§ Information provided
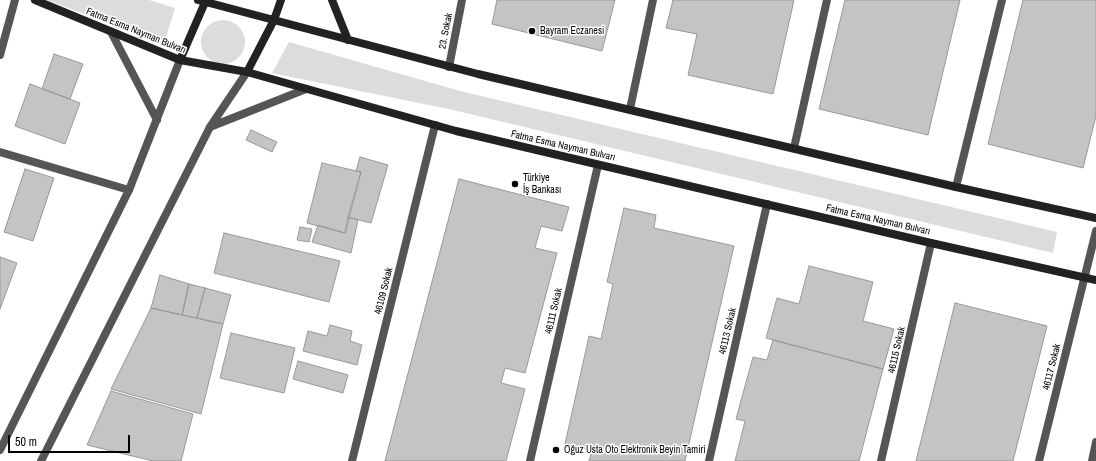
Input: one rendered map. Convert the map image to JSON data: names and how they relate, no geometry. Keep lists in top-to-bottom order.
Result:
{
  "streets": {
    "main road": ["Fatma Esma Nayman Bulvarı"],
    "street": [
      "23. Sokak",
      "46109 Sokak",
      "46111 Sokak",
      "46113 Sokak",
      "46115 Sokak",
      "46117 Sokak"
    ]
  },
  "crossings": [
    ["Fatma Esma Nayman Bulvarı", "46109 Sokak"],
    ["Fatma Esma Nayman Bulvarı", "46111 Sokak"],
    ["Fatma Esma Nayman Bulvarı", "46113 Sokak"],
    ["Fatma Esma Nayman Bulvarı", "46115 Sokak"],
    ["Fatma Esma Nayman Bulvarı", "46117 Sokak"]
  ],
  "places": ["Bayram Eczanesi", "Türkiye İş Bankası", "Oğuz Usta Oto Elektronik Beyin Tamiri"],
  "scale_bar": "50 m"
}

§ Aim of the exercise
Could you output every entry exactly as written, skipping the pictures?

§ Response to the task
Input: one rendered map. Convert the map image to JSON data: names and how they relate, no geometry. Keep lists in top-to-bottom order.
Result:
{
  "streets": {
    "main road": ["Fatma Esma Nayman Bulvarı"],
    "street": [
      "23. Sokak",
      "46109 Sokak",
      "46111 Sokak",
      "46113 Sokak",
      "46115 Sokak",
      "46117 Sokak"
    ]
  },
  "crossings": [
    ["Fatma Esma Nayman Bulvarı", "46109 Sokak"],
    ["Fatma Esma Nayman Bulvarı", "46111 Sokak"],
    ["Fatma Esma Nayman Bulvarı", "46113 Sokak"],
    ["Fatma Esma Nayman Bulvarı", "46115 Sokak"],
    ["Fatma Esma Nayman Bulvarı", "46117 Sokak"]
  ],
  "places": ["Bayram Eczanesi", "Türkiye İş Bankası", "Oğuz Usta Oto Elektronik Beyin Tamiri"],
  "scale_bar": "50 m"
}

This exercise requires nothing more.